Task: Take the line containing "Instruction: Parse the" and every line below it through the end of the entries, and output them verbatim, pictures excluded.

Data for this task:
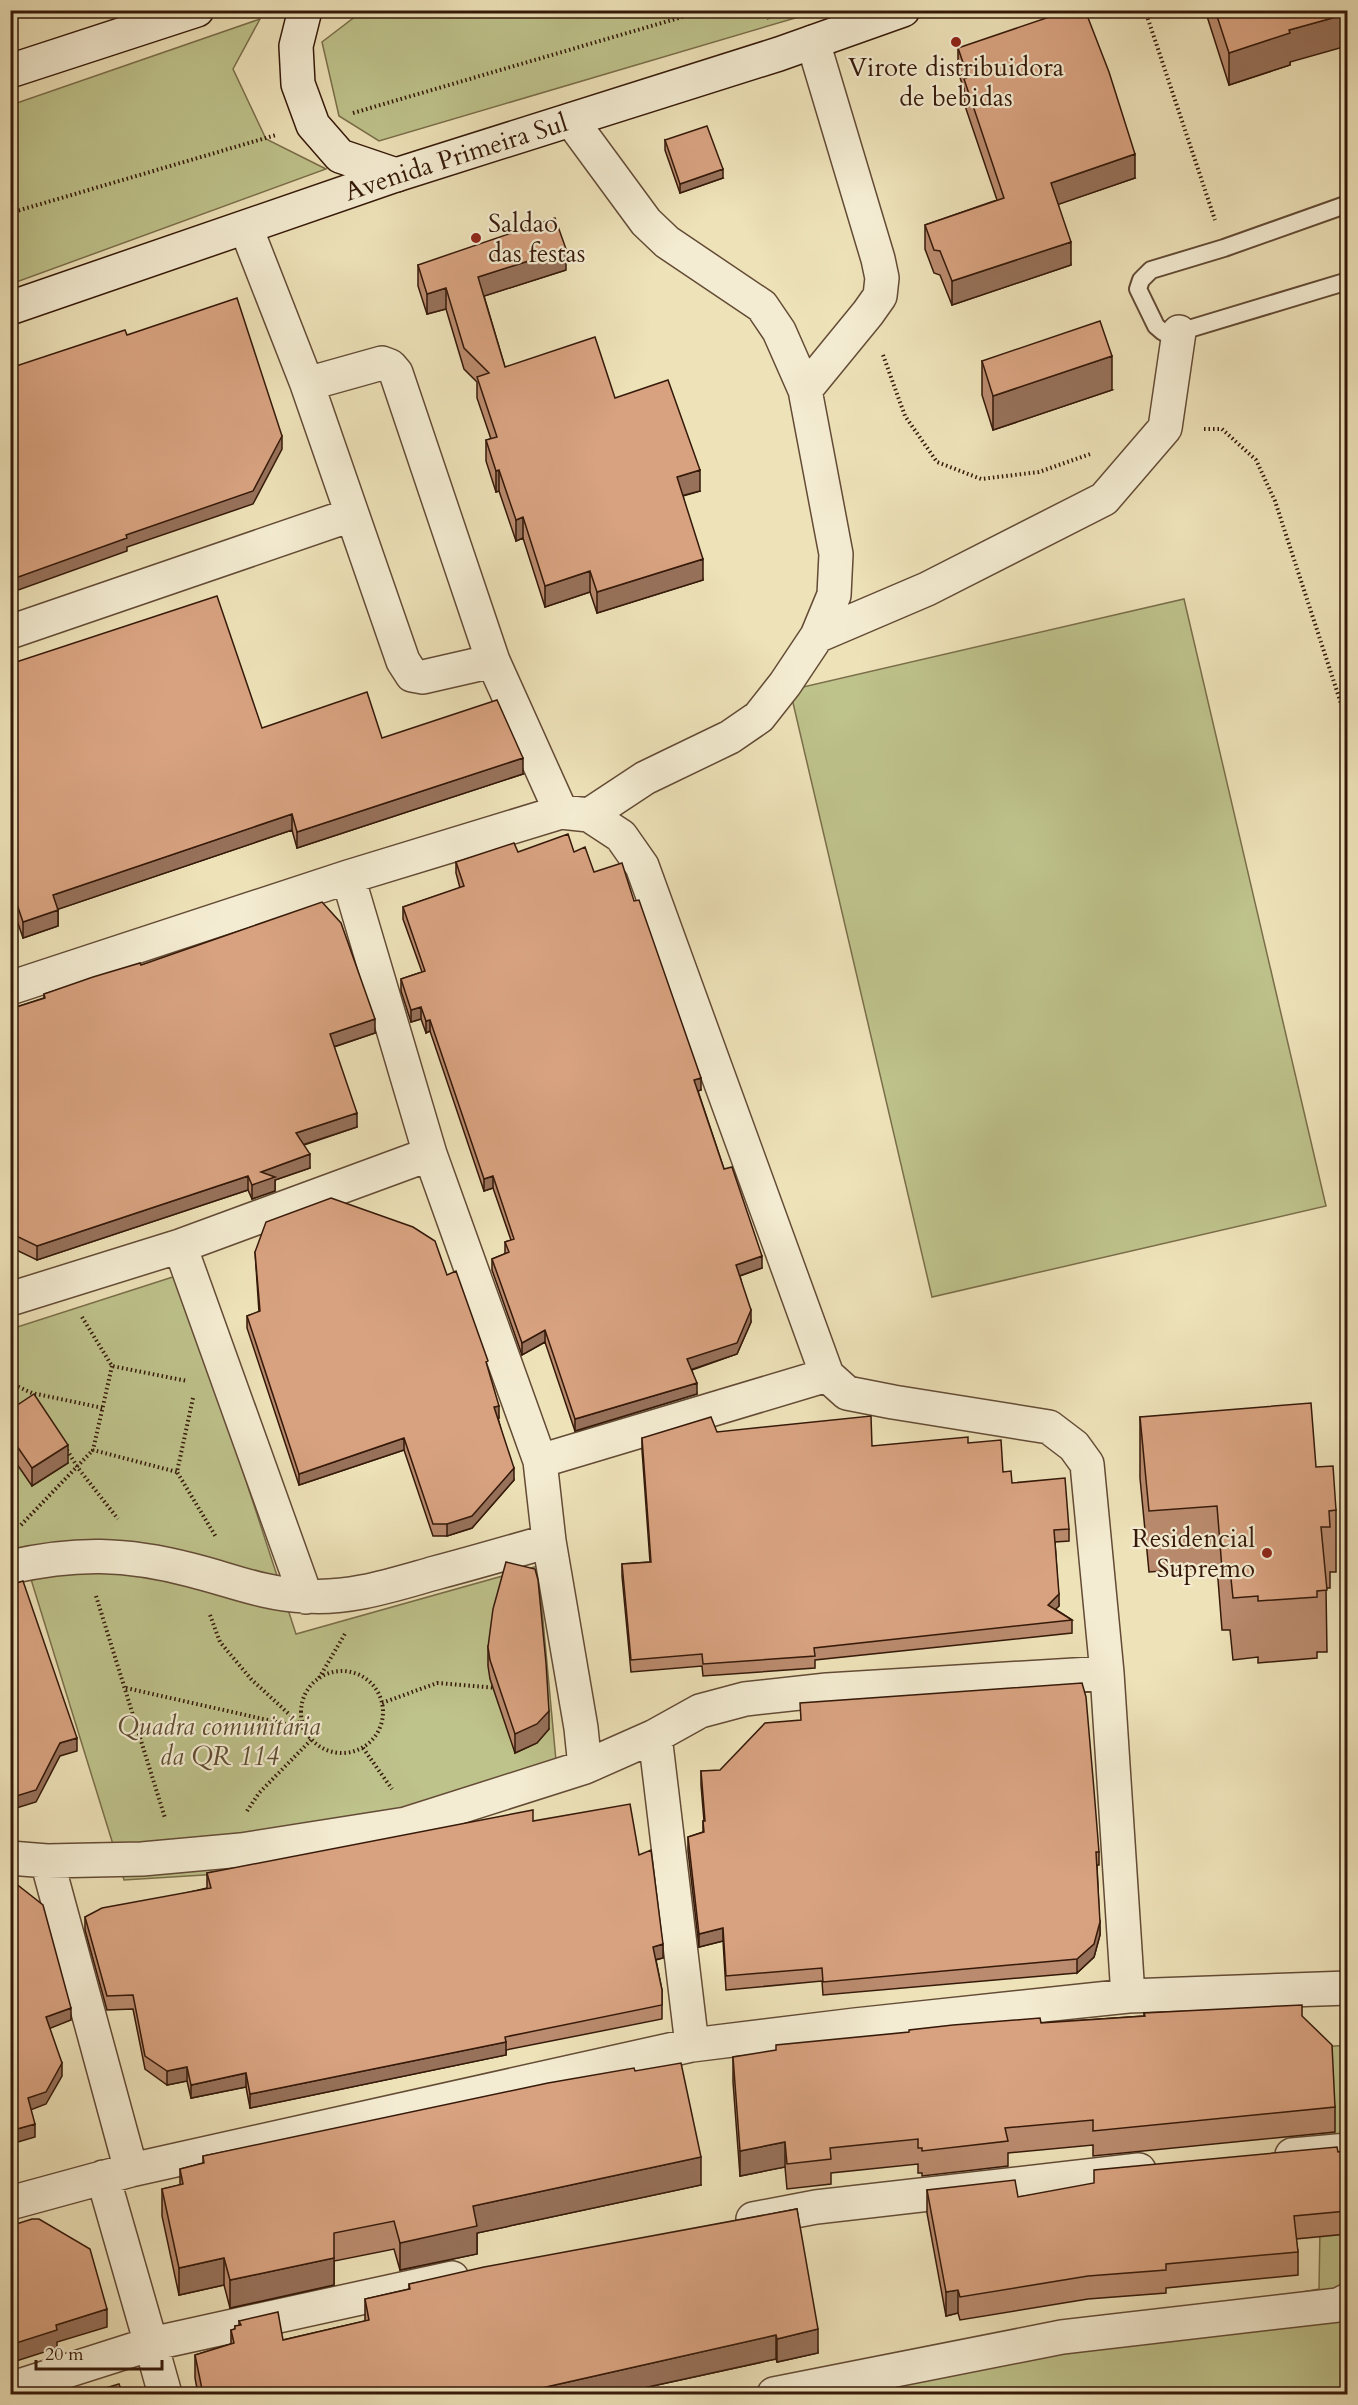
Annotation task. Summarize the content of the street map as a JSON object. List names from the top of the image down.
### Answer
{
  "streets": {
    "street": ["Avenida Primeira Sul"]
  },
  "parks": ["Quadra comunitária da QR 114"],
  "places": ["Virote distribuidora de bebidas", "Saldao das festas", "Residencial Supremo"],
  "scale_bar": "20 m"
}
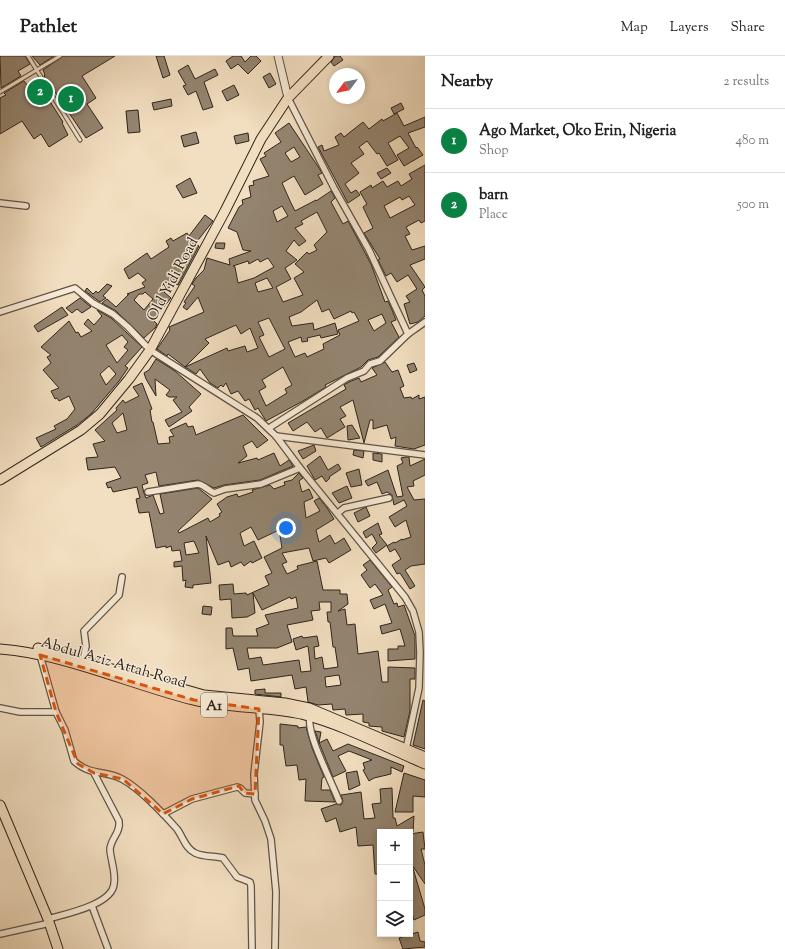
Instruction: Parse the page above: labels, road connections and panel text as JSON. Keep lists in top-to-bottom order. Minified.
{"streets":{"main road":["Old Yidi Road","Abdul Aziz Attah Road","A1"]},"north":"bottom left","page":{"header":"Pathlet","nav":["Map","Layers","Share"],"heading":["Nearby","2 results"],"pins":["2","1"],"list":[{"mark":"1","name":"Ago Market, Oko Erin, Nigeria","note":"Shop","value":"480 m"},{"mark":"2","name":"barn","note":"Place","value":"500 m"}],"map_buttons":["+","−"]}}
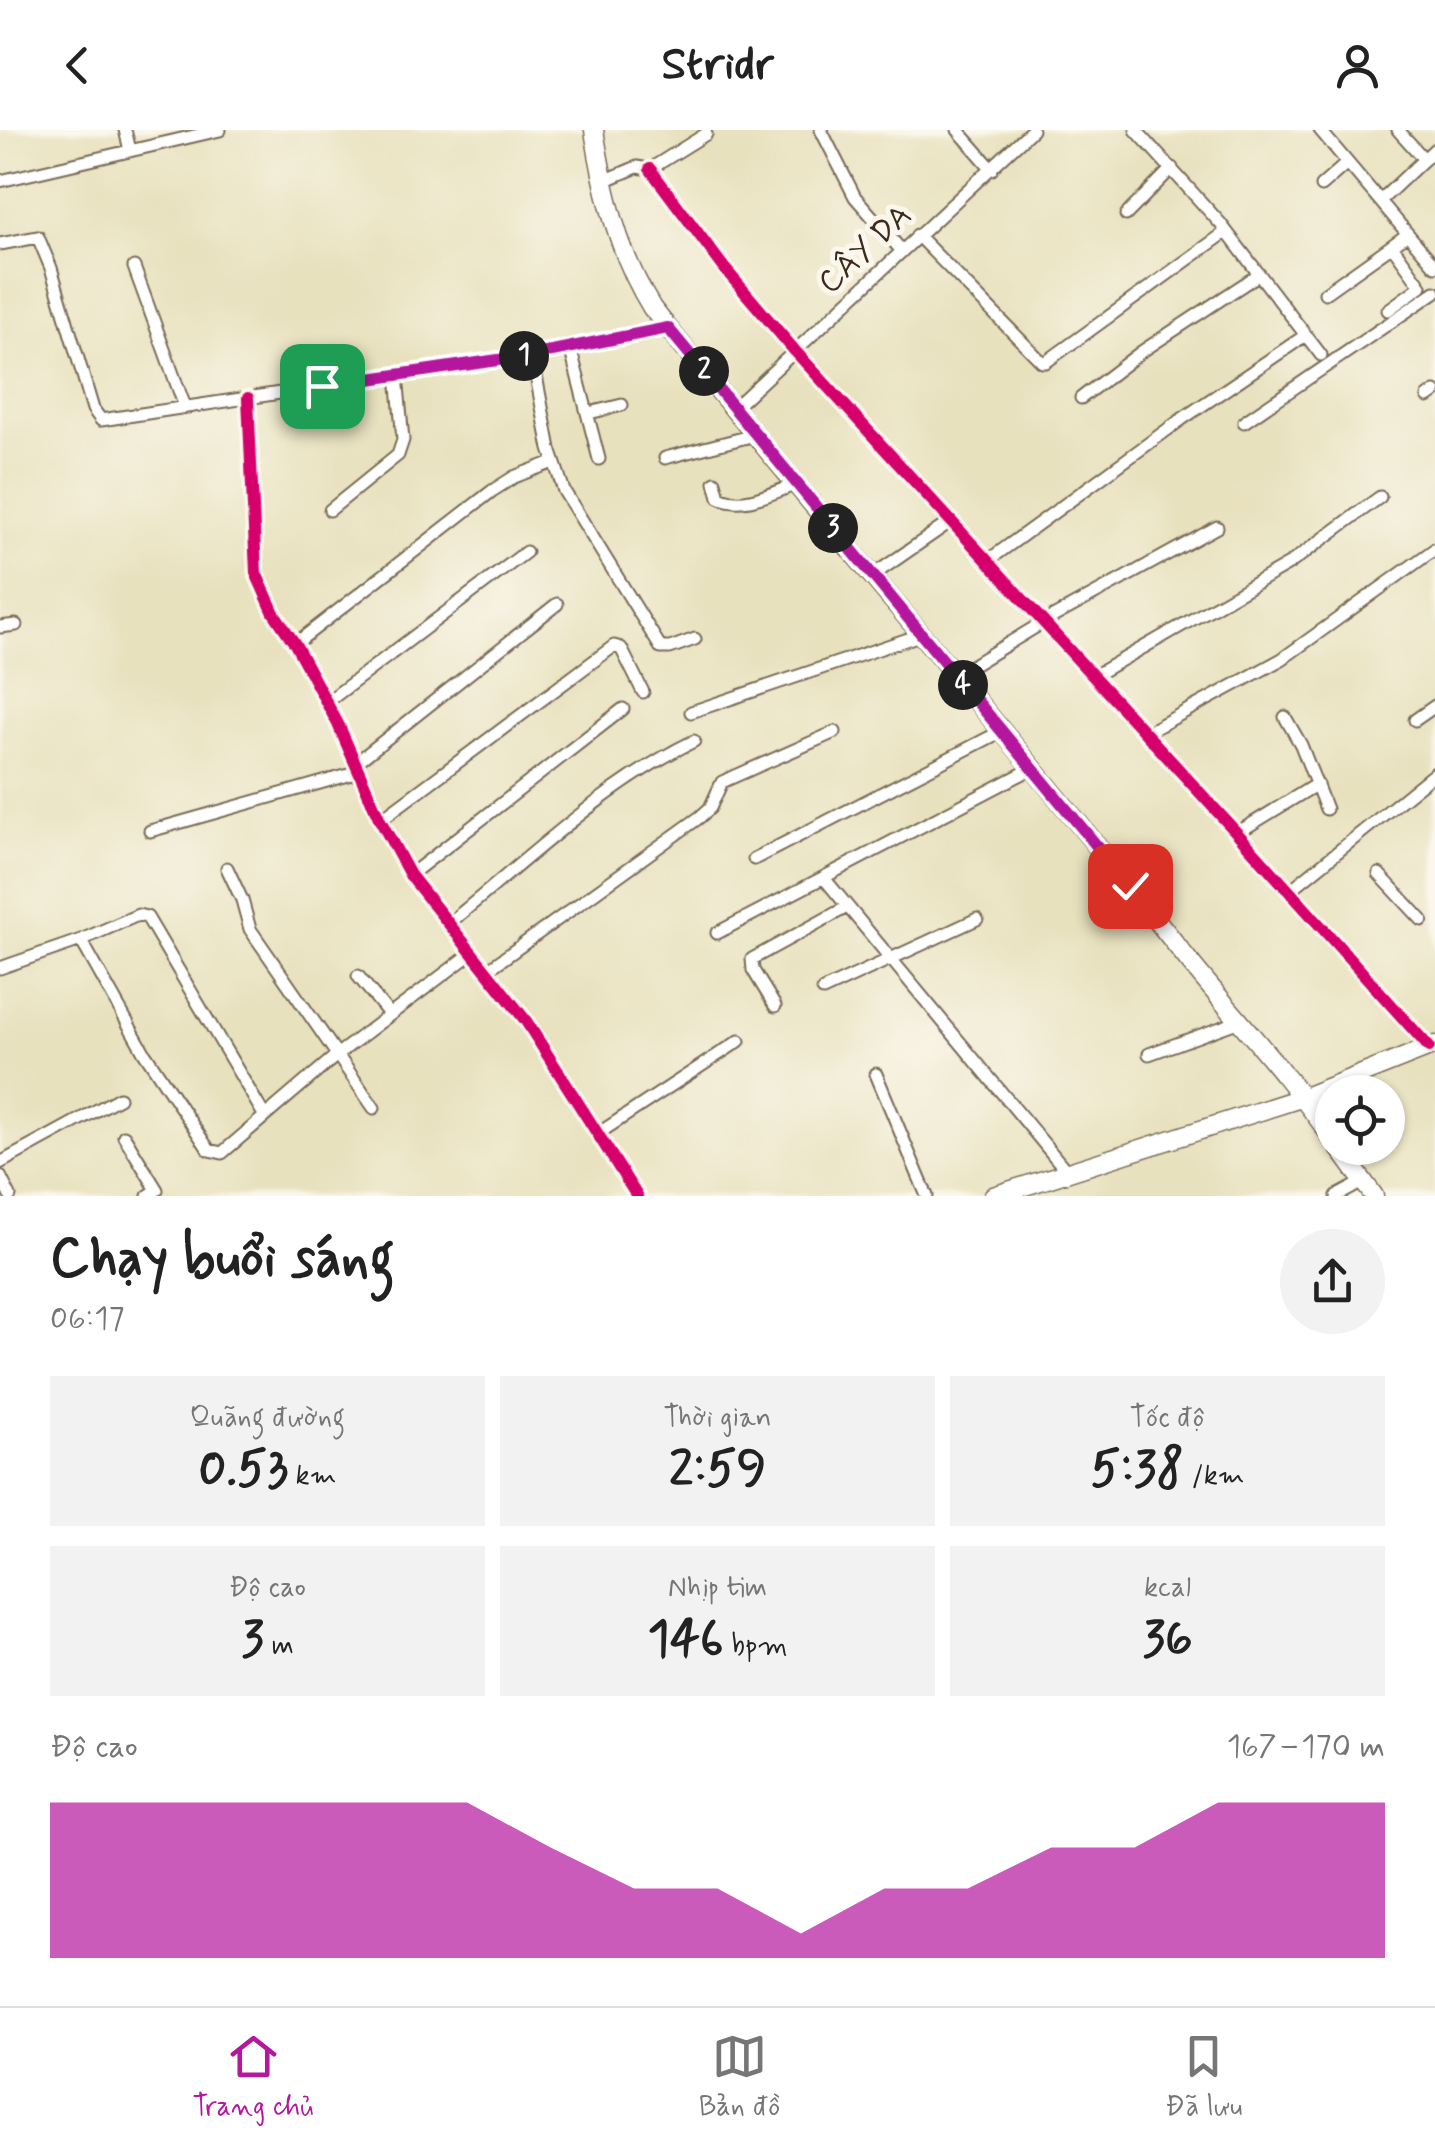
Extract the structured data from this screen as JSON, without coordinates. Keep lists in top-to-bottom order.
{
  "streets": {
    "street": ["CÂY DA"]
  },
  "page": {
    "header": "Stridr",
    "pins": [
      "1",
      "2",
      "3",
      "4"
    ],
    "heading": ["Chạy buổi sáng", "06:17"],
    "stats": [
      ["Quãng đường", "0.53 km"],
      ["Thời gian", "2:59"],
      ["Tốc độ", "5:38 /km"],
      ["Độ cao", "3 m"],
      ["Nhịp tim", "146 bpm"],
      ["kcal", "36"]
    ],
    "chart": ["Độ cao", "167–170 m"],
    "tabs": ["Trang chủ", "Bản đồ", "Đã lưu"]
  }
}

Response:
Instruction: Parse the page above: labels, road connections and panel text as JSON. Keep lists in top-to-bottom order. Minified.
{"streets":{"main road":["Old Yidi Road","Abdul Aziz Attah Road","A1"]},"north":"bottom left","page":{"header":"Pathlet","nav":["Map","Layers","Share"],"heading":["Nearby","2 results"],"pins":["2","1"],"list":[{"mark":"1","name":"Ago Market, Oko Erin, Nigeria","note":"Shop","value":"480 m"},{"mark":"2","name":"barn","note":"Place","value":"500 m"}],"map_buttons":["+","−"]}}
Extract the structured data from this screen as JSON, without coordinates. Keep lists in top-to-bottom order.
{
  "streets": {
    "street": ["CÂY DA"]
  },
  "page": {
    "header": "Stridr",
    "pins": [
      "1",
      "2",
      "3",
      "4"
    ],
    "heading": ["Chạy buổi sáng", "06:17"],
    "stats": [
      ["Quãng đường", "0.53 km"],
      ["Thời gian", "2:59"],
      ["Tốc độ", "5:38 /km"],
      ["Độ cao", "3 m"],
      ["Nhịp tim", "146 bpm"],
      ["kcal", "36"]
    ],
    "chart": ["Độ cao", "167–170 m"],
    "tabs": ["Trang chủ", "Bản đồ", "Đã lưu"]
  }
}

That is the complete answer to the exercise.